Availablecloth$45.00s 978-0-8131-7528-7
214 pages  Pubdate: 05/18/2018  5.5 x 8.5  25 b&w photos

During the early years of World War II, American ships crossing the Atlantic with oil and supplies were virtually defenseless against German U-boats. Bombs and torpedoes fitted with TNT barely made a dent in the tough steel plating that covered the hulls of Axis submarines and ships. Then, seemingly overnight, a top-secret, $100 million plant appeared near Kingsport, Tennessee, manufacturing a sugar-white substance called Research Department Explosive (code name RDX). Behind thirty-eight miles of fencing, thousands of men and women synthesized 23,000 tons of RDX each month. Twice as deadly as TNT and overshadowed only by the atomic bomb, this ordnance proved to be pivotal in the Battle of the Atlantic and directly contributed to the Allied victory in WWII.

In The Secret History of RDX, Colin F. Baxter documents the journey of the super-explosive from conceptualization at Woolwich Arsenal in England to mass production at Holston Ordnance Works in east Tennessee. He examines the debates between RDX advocates and their opponents and explores the use of the explosive in the bomber war over Germany, in the naval war in the Atlantic, and as a key element in the trigger device of the atomic bomb.
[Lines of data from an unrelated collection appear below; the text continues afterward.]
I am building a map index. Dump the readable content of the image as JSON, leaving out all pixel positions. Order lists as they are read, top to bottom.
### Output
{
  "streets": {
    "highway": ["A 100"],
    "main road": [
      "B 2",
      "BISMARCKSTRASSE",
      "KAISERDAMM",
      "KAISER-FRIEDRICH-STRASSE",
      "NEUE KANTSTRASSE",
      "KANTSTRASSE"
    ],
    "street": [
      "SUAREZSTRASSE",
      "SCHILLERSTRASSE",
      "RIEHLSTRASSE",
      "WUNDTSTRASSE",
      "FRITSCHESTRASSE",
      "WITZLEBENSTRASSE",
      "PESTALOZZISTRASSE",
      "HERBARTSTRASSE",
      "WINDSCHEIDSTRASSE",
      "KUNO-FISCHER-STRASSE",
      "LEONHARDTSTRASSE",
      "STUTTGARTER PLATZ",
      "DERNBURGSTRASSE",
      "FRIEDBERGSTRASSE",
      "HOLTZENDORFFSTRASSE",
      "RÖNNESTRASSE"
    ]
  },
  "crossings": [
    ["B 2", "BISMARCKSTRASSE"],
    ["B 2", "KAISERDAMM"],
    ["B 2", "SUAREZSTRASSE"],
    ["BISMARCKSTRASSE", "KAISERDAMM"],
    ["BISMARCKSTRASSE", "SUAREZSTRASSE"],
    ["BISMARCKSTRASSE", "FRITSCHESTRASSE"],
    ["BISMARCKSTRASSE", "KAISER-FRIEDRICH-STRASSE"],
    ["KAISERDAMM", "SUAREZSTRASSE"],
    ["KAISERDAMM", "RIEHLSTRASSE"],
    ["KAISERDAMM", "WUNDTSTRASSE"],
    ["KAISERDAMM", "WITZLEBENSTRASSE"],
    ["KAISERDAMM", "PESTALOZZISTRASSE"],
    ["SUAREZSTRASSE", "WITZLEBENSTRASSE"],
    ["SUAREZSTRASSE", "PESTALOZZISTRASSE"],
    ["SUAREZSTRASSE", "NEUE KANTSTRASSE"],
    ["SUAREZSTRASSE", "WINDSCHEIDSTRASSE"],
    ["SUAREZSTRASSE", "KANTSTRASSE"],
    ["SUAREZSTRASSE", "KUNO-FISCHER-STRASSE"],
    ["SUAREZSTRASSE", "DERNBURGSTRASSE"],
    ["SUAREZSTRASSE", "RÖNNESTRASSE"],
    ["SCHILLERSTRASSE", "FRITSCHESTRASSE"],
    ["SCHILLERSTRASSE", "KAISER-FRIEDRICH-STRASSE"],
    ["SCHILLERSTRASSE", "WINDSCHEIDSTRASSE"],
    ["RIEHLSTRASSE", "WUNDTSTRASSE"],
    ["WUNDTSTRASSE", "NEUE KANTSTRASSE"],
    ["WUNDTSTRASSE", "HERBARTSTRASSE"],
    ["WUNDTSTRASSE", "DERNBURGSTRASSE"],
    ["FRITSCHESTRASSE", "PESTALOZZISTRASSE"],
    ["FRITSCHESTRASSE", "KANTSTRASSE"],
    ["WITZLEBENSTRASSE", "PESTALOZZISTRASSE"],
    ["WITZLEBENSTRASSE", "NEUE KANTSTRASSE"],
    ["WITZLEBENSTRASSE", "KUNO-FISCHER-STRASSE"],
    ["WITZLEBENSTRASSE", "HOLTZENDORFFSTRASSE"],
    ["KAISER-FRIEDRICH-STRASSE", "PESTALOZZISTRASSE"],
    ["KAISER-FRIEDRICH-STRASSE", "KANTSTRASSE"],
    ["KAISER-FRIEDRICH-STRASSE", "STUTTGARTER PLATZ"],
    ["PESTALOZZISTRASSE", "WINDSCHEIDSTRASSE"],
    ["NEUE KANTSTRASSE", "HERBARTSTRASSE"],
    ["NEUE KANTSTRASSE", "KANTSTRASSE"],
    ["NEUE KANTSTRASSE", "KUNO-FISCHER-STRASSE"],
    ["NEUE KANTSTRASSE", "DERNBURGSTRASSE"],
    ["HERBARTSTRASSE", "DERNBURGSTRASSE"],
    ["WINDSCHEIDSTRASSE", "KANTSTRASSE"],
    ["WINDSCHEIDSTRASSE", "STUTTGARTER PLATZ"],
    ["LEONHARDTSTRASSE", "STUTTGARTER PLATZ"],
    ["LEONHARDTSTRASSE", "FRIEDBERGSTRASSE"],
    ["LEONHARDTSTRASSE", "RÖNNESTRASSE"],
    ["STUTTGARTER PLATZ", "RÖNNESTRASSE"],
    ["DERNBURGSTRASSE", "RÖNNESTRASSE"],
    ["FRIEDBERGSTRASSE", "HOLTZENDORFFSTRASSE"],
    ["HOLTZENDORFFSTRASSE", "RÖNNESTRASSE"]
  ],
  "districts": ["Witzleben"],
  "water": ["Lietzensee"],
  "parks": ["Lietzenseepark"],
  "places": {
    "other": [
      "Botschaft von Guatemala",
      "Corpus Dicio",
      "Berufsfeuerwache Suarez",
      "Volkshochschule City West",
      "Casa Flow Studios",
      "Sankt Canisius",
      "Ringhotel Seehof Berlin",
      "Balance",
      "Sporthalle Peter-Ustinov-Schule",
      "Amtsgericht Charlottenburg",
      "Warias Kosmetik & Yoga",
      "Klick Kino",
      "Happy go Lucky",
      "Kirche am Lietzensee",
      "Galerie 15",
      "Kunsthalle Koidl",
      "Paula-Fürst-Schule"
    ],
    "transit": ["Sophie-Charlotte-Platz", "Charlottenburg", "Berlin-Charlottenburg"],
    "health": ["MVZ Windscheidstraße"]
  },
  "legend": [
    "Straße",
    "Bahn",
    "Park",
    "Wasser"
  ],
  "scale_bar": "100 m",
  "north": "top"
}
Drawing on archival records and interviews with individuals who worked at the Kingsport “powder plant” from 1942 to 1945, Baxter illuminates both the explosive’s military significance and its impact on the lives of ordinary Americans involved in the war industry. Much more than a technical account, this study assesses the social and economic impact of the military-industrial complex on small communities on the home front.

Colin F. Baxter is professor emeritus of history at East Tennessee State University and former chair of the Department of History. He is the author of The Normandy Campaign, 1944: A Selected Bibliography; The War in North Africa, 1940–1943: A Selected Bibliography; Field Marshal Bernard Law Montgomery, 1887–1976: A Selected Bibliography; and coeditor of The American Military Tradition from Colonial Times to the Present.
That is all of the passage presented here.